The sub-package search includes the implementation of the MCTS search algorithm including notable enhancements to its overall functionality. These improvements include a mechanism to prevent the formation of cycles when expanding the search tree. We have also implemented features that do not change the underlying algorithm but make the utilization of expensive models such as Chemformer more effective, including sibling node-expansion and model caching [12]. Moreover, we have expanded the search capabilities by incorporating additional search algorithms like the Breadth-First Search, Depth First Proof Number Search [53], and Retro* [50], within the search sub-package. These search algorithms are based on AND/OR-trees compared to the super-node representation used in MCTS [54].

Interfaces: AiZynthFinder and AiZynthExpander, GUI and CLI

The aizynthfinder.py module serves as the primary interface to the retrosynthesis process, containing core functionalities encapsulated within the AiZynthFinder and AiZynthExpander classes. The AiZynthFinder class contains the main tree search loop, using functionalities from the chem and search sub-packages to build synthesis routes. The AiZynthExpander class integrates functionalities from chem, context and reactiontree to execute single-step retrosynthesis. By combining the functionalities of both these classes, the complete multi-step retrosynthesis process is formed.

The end-users can access these functionalities through two interfaces—the command-line interface (CLI) and the graphical user interface (GUI), whose functionalities reside within the interfaces sub-package. The GUI offers capabilities to execute tree search on single compounds directly within a Jupyter [55] notebook. This interface also provides users with the possibilities to perform route analysis and clustering of routes. An example is shown in Fig. 2 for the drug Amenamevir [56]. The route clustering is obtained from a tree edit distance computation as previously outlined [57]. In contrast, the CLI allows users to perform tree search on batches of compounds. Users can submit batches of compounds and obtain comprehensive results for the provided SMILES. Additionally, the CLI provides a checkpoint mechanism, enabling users to track processed compounds in case of a process restart.

Fig. 2
figure 2

Jupyter GUI for AiZynthFinder highlighting the route clustering. The relationship of the 20 routes extracted from the search of the Amenamevir drug is shown in a dendrogram. The bottom-part of the GUI shows a tab for each of the five clusters obtained when optimizing for the number of clusters. Each tab shows a pictorial representation of the routes

Results and discussion

To illustrate the usage of AiZynthFinder, we performed several retrosynthesis experiments as outlined in Table 1 (details can be found in Supporting Information). We compiled sets of compounds typical for how AiZynthFinder is used, and augmented them with compound sets from open sources. For in-house compounds, we selected one set of approximately 65,000 compounds that were designed by chemists and a set of approximately 112,000 compounds generated by the de novo design platform REINVENT [58] for ten different drug projects. For the publicly available compounds, we selected 100,000 compounds from the ChEMBL [59] and GDB MedChem databases [60], respectively. We will now present an analysis of these retrosynthesis experiments from numerous perspectives.
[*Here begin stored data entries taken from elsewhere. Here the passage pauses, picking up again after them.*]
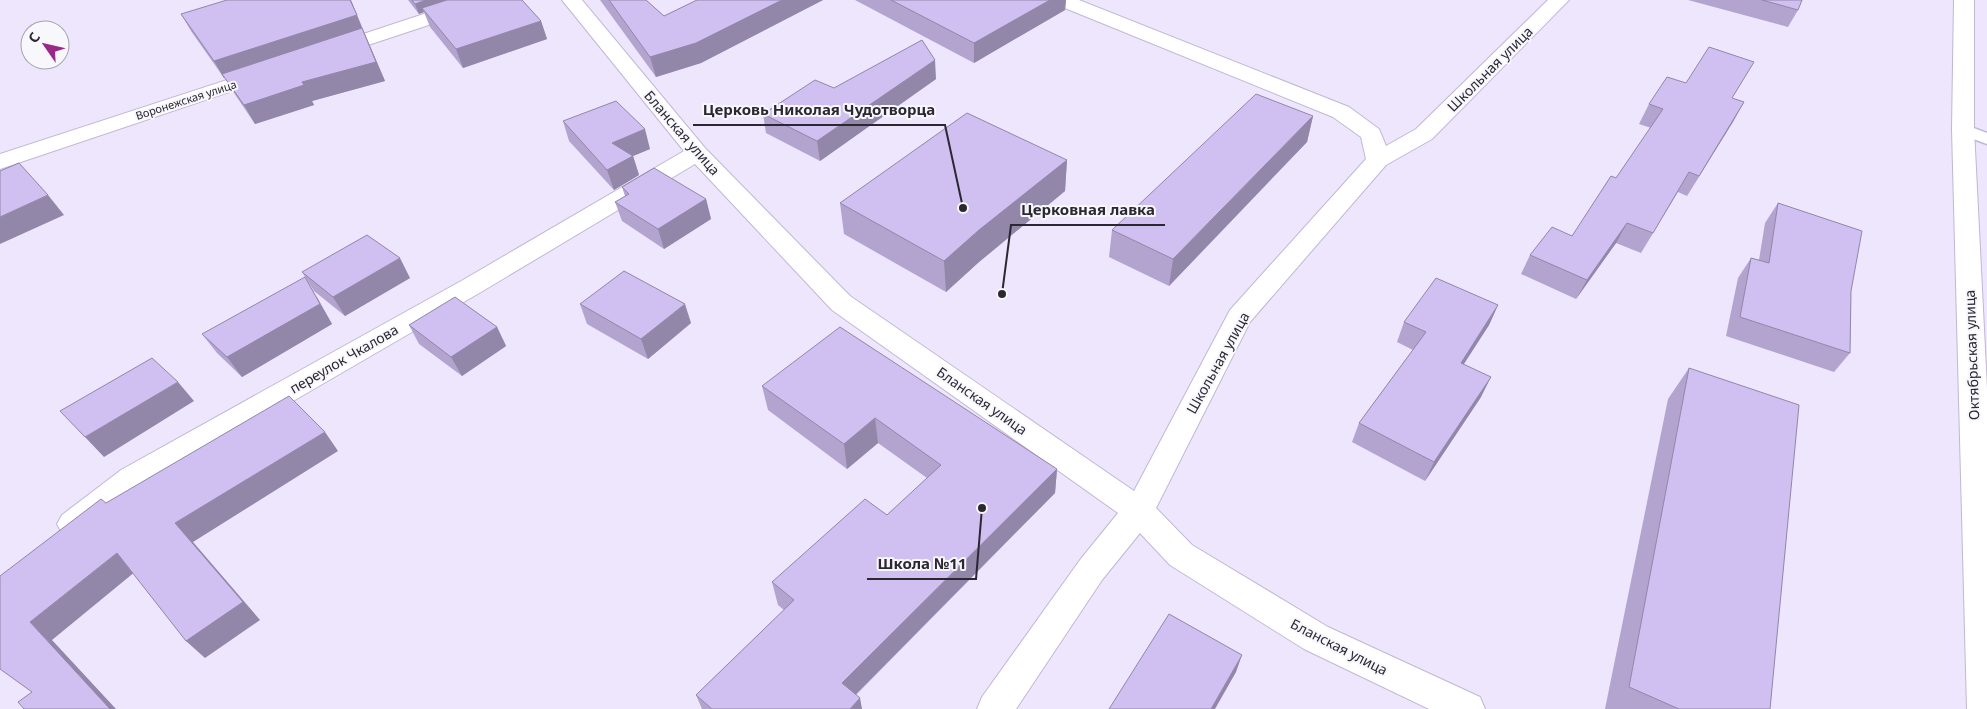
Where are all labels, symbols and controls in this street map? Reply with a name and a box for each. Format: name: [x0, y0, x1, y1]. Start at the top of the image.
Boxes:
north arrow: [20, 20, 70, 70]
street label: Школьная улица: [1443, 22, 1537, 116]
text: С: [23, 28, 44, 47]
street label: Воронежская улица: [134, 76, 238, 123]
street label: Бланская улица: [640, 86, 724, 179]
callout: Церковь Николая Чудотворца: [693, 95, 945, 125]
text: Церковь Николая Чудотворца: [703, 99, 935, 119]
callout: Церковная лавка: [1011, 195, 1165, 225]
text: Церковная лавка: [1021, 199, 1155, 219]
street label: Октябрьская улица: [1960, 290, 1983, 421]
street label: Школьная улица: [1182, 308, 1253, 417]
street label: переулок Чкалова: [286, 320, 402, 397]
street label: Бланская улица: [933, 362, 1031, 439]
callout: Школа №11: [867, 549, 976, 579]
text: Школа №11: [877, 553, 967, 573]
street label: Бланская улица: [1287, 614, 1391, 679]

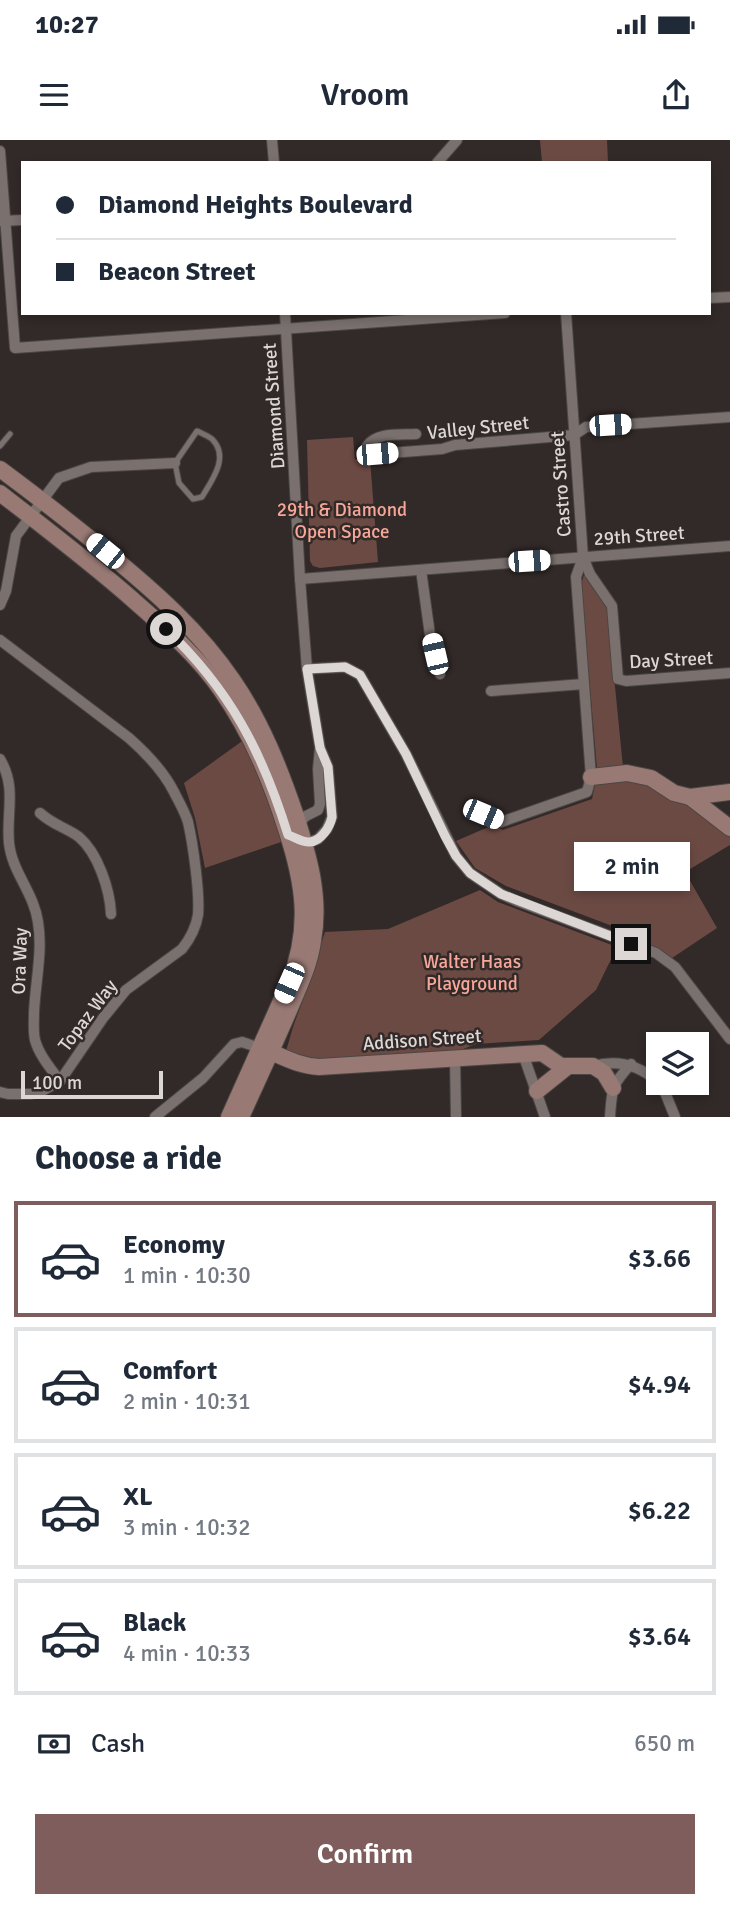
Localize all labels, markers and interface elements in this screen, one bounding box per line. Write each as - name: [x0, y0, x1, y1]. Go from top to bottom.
- text: 10:27: [35, 9, 99, 41]
- text: Vroom: [321, 75, 409, 114]
- icon: menu: [35, 76, 73, 114]
- icon: share: [657, 76, 695, 114]
- text: Diamond Heights Boulevard: [98, 189, 413, 221]
- text: Beacon Street: [98, 256, 255, 288]
- street label: Diamond Street: [258, 342, 290, 470]
- street label: Valley Street: [426, 411, 531, 445]
- car: [589, 413, 632, 437]
- street label: Castro Street: [545, 430, 577, 538]
- car: [356, 442, 399, 466]
- park label: 29th & Diamond Open Space: [277, 498, 407, 544]
- street label: 29th Street: [593, 521, 686, 551]
- car: [83, 530, 128, 572]
- car: [508, 549, 551, 573]
- route start: [150, 613, 182, 645]
- car: [421, 631, 450, 677]
- street label: Day Street: [628, 646, 714, 674]
- car: [460, 796, 507, 832]
- callout: 2 min: [573, 842, 689, 892]
- text: 2 min: [604, 852, 660, 881]
- street label: Ora Way: [7, 927, 33, 995]
- route end: [615, 928, 647, 960]
- park label: Walter Haas Playground: [423, 950, 521, 996]
- car: [271, 960, 308, 1006]
- street label: Topaz Way: [53, 975, 123, 1056]
- street label: Addison Street: [362, 1024, 483, 1056]
- map controls: [646, 1032, 709, 1095]
- button: layers: [646, 1032, 709, 1095]
- scale bar: [21, 1068, 163, 1100]
- text: 100 m: [32, 1071, 82, 1095]
- text: Choose a ride: [35, 1139, 222, 1178]
- icon: car: [39, 1228, 102, 1291]
- text: Economy: [123, 1229, 225, 1261]
- text: $3.66: [628, 1243, 691, 1275]
- text: 1 min · 10:30: [123, 1261, 251, 1290]
- icon: car: [39, 1354, 102, 1417]
- text: Comfort: [123, 1355, 217, 1387]
- text: $4.94: [628, 1369, 691, 1401]
- text: 2 min · 10:31: [123, 1387, 251, 1416]
- icon: car: [39, 1480, 102, 1543]
- text: XL: [123, 1481, 153, 1513]
- text: $6.22: [628, 1495, 691, 1527]
- text: 3 min · 10:32: [123, 1513, 251, 1542]
- icon: car: [39, 1606, 102, 1669]
- text: Black: [123, 1607, 186, 1639]
- text: $3.64: [628, 1621, 691, 1653]
- text: 4 min · 10:33: [123, 1639, 251, 1668]
- icon: cash: [35, 1725, 73, 1763]
- text: Cash: [91, 1728, 145, 1760]
- text: 650 m: [634, 1729, 695, 1758]
- button: Confirm: [35, 1814, 695, 1894]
Table 1 Summary of retrosynthesis experiments

The number of targets for which we find at least one route where all the starting material is in stock is 80% and 86% for the AZ designs and Reinvent sets, respectively (see Table 2). For ChEMBL, we only find solutions to 71% of the targets, somewhat lower than the AstraZeneca sets. However, this could be explained by the extended number of iterations used for the AstraZeneca sets as recommended in a recent study of search hyperparameters [61]. For the GDB set we only find solutions to about 10%, highlighting a disconnection of the current template-based model trained on historical reaction data, with the chemistry needed to find synthesis routes for the enumerated, and therefore potentially non-synthesizable, GDB compounds. The median search time is about 40 s for the ChEMBL set and 90 s for the Reinvent sets, i.e. it is likely that one would obtain a retrosynthesis route within two minutes. The number of routes found is above 100 for all sets, although the number of solved routes is less than 100. Finally, the routes generated for the Reinvent compounds are generally the longest, most convergent and require the most starting materials. AZ designs require slightly shorter routes and slightly less starting materials. For the public target sets, GDB require slightly longer routes than ChEMBL, although the amount of starting materials is comparable. We also performed retrosynthesis analysis on the ChEMBL compounds using the 1.0 release of AiZynthFinder and the USPTO-based expansion model available in 2020 [8] (see Table S2). This setup could solve approximately two percent less targets than the current setup, confirming the previously made observation that for USPTO-based models there is not a large difference between the previous model of Thakkar et al. and the current re-trained model [42]. The median search time has decreased considerably with the 4.0 version mainly due to the use of ONNX, as described above. This comparison shows that for gross metrics like the one presented in Table 2, the quantitative performance of retrosynthesis has improved only slightly compared to the earlier version. However, the additional features added to the code base like filter policies and algorithmic improves the quality of the proposed routes, which is not directly reflected in Table 2.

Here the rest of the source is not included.